Whenever a line contains the string "Garage", copy it out of the entries.

[Stored data]
********************

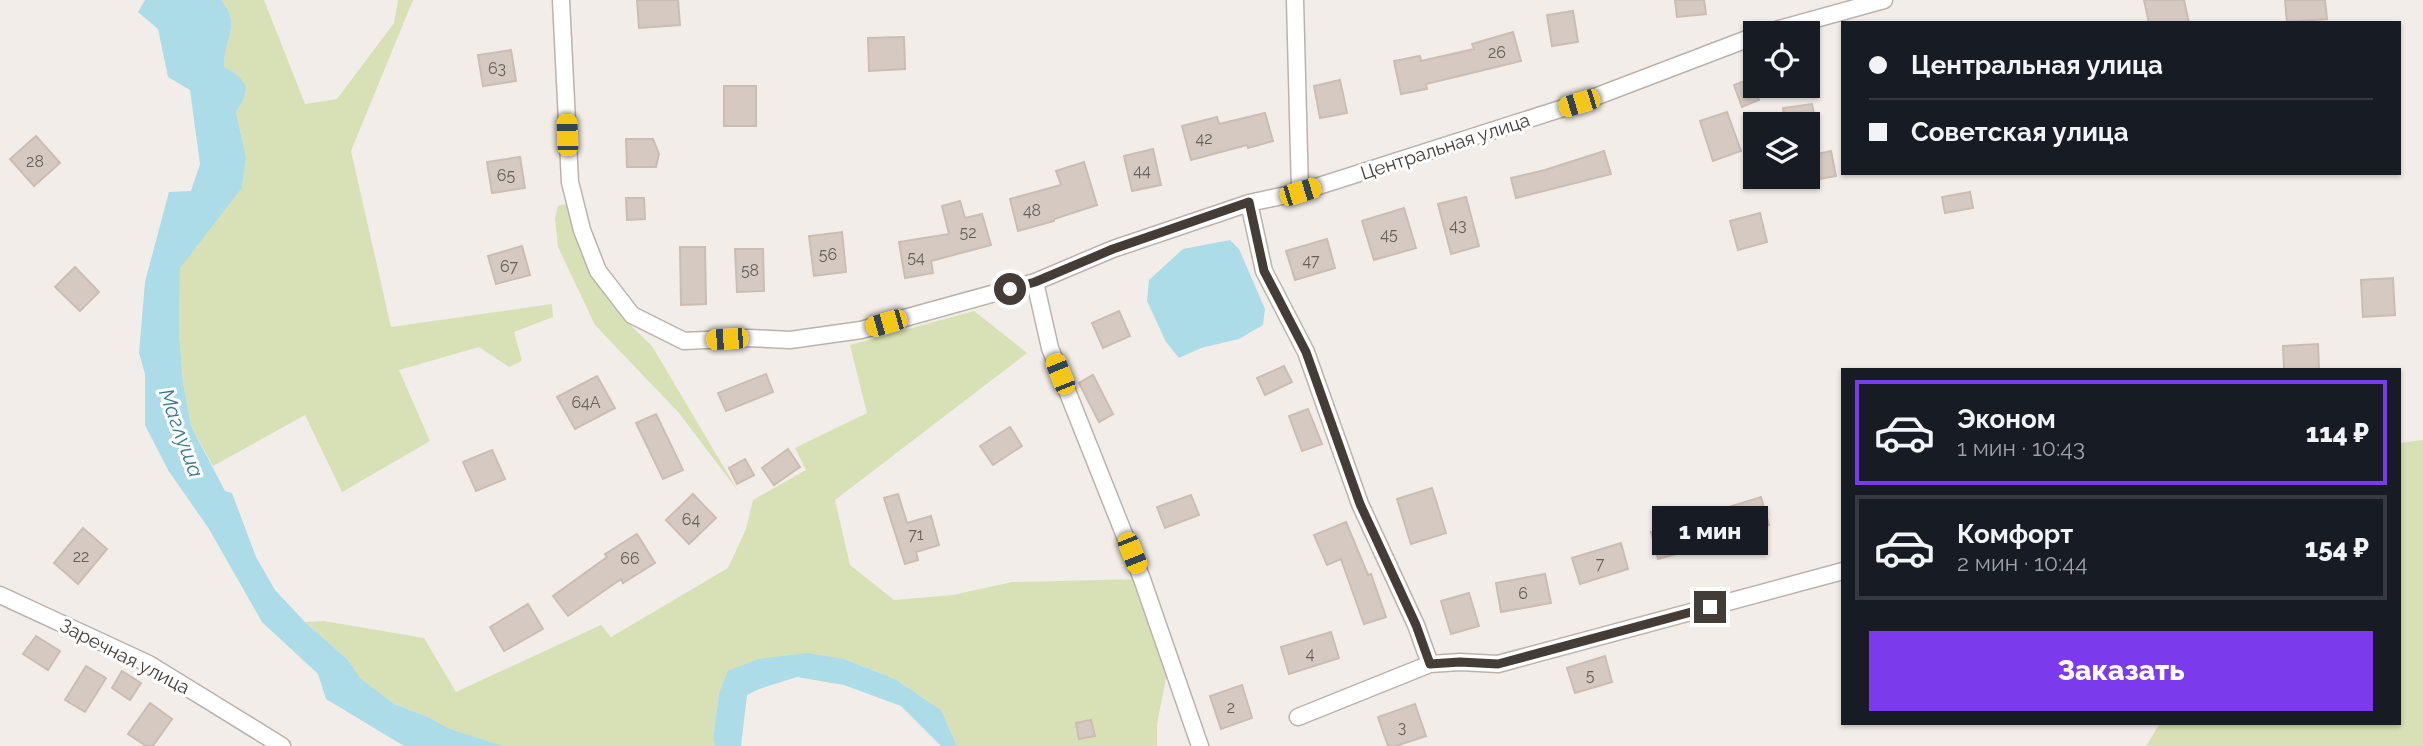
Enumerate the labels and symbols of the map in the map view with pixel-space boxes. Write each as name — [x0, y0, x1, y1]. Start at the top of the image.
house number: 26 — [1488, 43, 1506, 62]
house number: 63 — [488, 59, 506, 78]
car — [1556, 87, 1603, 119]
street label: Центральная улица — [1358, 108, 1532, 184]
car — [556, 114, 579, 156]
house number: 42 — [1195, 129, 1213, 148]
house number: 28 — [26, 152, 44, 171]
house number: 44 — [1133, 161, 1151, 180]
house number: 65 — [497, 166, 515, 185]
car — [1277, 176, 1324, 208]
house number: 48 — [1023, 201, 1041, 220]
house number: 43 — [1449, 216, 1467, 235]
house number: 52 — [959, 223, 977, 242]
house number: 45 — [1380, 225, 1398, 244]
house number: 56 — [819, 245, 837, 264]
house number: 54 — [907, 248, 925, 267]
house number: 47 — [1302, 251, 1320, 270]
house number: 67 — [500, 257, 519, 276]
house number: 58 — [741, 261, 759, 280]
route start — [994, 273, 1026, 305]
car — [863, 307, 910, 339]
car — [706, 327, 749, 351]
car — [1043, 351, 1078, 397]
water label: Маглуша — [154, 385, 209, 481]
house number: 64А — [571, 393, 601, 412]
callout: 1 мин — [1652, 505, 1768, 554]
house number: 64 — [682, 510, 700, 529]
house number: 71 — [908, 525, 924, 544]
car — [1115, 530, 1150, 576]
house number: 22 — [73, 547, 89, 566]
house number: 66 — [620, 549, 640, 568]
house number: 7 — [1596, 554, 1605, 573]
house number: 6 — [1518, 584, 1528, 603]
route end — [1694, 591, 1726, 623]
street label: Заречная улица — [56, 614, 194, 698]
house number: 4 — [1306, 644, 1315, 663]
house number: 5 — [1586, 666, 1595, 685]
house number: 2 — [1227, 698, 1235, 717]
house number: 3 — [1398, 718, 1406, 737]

********************

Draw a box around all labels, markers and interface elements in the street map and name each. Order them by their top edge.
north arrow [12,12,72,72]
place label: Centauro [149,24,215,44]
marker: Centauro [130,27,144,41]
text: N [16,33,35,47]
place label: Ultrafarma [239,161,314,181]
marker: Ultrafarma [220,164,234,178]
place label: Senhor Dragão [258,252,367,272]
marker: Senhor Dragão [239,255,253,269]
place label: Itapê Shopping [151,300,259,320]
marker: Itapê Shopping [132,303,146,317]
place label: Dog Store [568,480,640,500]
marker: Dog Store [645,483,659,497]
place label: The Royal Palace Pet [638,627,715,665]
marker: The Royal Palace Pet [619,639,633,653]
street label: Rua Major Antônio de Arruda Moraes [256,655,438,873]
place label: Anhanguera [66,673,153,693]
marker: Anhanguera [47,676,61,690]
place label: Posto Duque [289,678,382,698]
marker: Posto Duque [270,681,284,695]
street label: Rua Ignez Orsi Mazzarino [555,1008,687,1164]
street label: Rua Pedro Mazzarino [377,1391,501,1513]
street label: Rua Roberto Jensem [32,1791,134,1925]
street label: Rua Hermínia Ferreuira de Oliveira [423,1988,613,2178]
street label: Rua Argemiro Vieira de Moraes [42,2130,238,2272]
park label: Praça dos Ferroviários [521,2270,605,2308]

********************

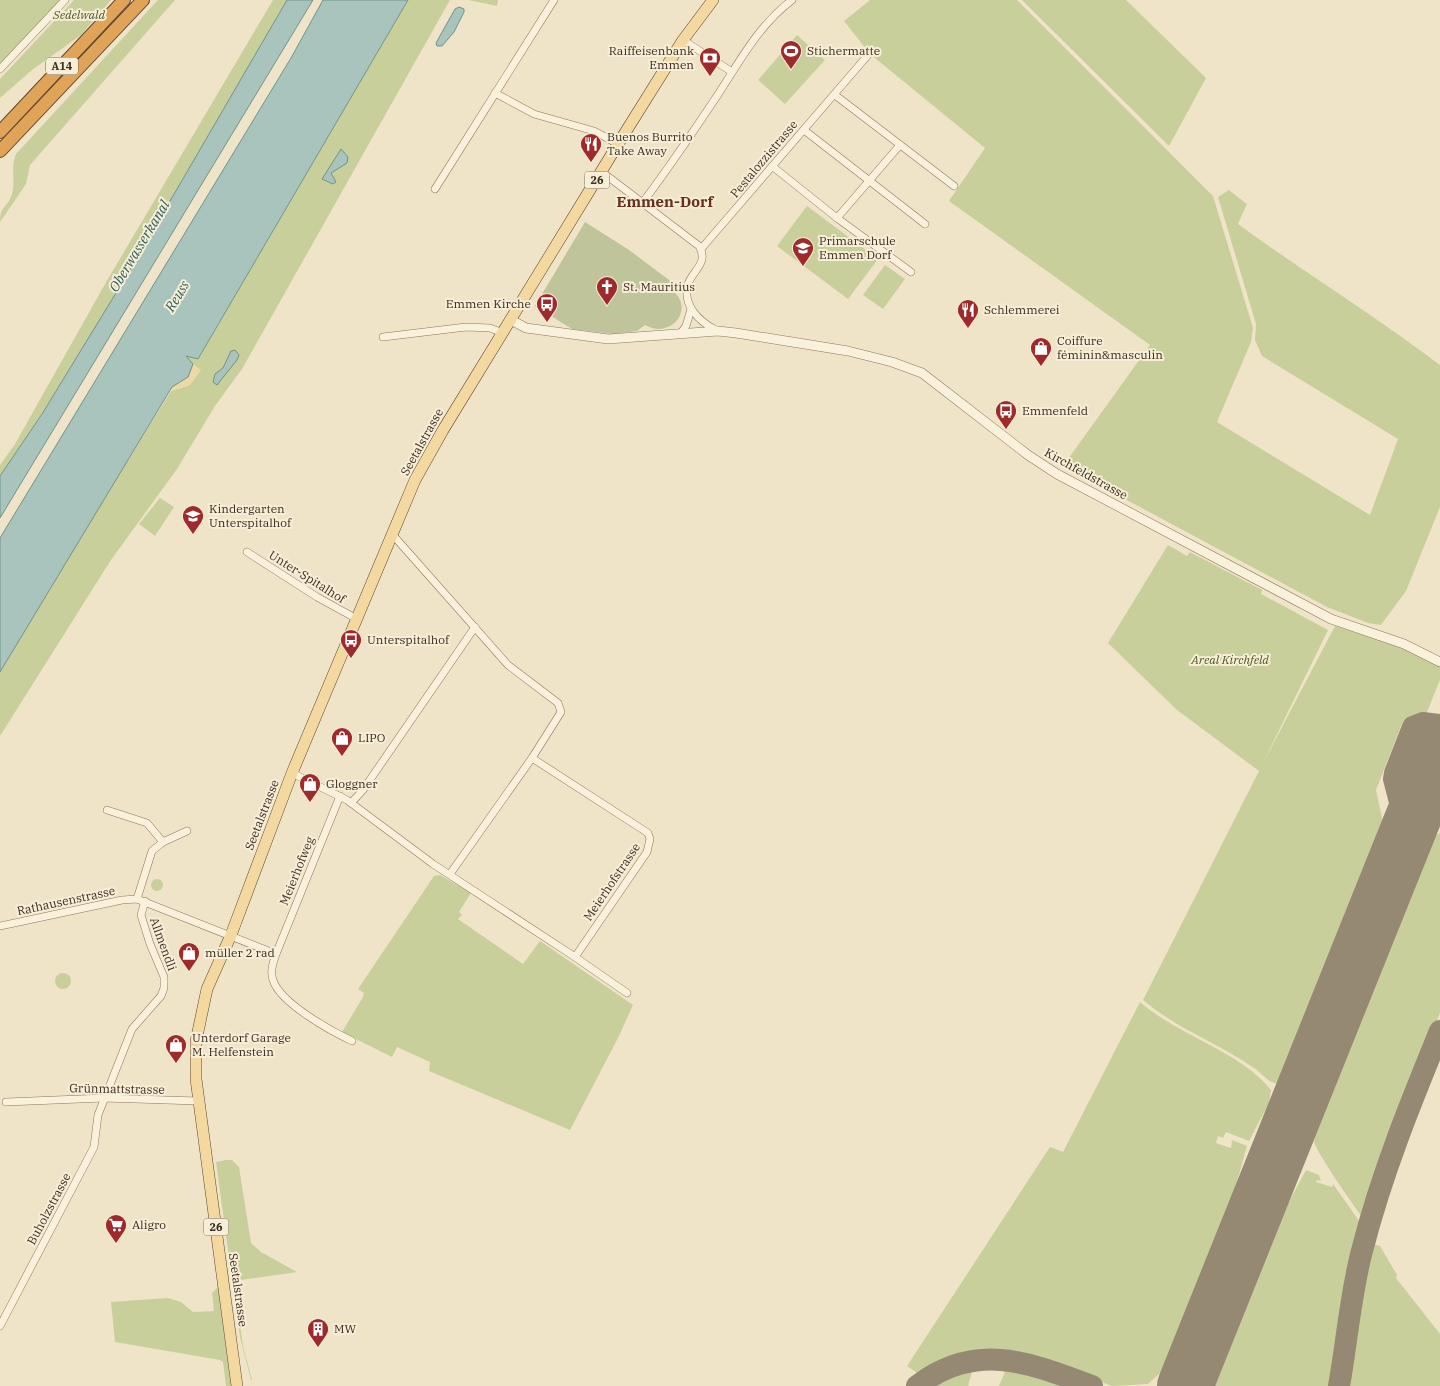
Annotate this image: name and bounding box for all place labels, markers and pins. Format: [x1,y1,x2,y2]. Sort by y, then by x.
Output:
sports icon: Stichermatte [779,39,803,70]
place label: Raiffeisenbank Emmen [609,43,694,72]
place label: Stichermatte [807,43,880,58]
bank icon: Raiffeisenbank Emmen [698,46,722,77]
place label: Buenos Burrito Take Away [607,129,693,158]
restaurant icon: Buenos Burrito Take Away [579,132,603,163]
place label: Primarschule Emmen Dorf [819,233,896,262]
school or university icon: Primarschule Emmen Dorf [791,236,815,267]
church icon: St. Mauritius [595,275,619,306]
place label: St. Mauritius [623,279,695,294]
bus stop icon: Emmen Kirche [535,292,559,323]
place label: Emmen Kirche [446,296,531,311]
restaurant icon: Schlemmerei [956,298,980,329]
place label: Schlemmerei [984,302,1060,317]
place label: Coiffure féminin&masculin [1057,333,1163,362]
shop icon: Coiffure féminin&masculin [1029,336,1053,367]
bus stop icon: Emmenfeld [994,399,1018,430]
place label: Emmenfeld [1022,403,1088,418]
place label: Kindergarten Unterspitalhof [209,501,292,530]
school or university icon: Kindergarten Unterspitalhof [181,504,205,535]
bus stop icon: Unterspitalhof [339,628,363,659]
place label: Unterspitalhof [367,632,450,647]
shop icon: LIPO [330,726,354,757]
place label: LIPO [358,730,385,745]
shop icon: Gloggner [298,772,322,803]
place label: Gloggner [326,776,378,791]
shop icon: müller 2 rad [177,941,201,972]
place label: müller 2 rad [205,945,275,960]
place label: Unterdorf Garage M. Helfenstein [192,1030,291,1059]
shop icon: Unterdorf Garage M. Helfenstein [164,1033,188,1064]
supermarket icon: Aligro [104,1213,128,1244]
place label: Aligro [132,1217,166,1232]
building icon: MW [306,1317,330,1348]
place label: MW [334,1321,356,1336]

********************

### WRITTEN SOLUTION
place label: Unterdorf Garage M. Helfenstein [192,1030,291,1059]
shop icon: Unterdorf Garage M. Helfenstein [164,1033,188,1064]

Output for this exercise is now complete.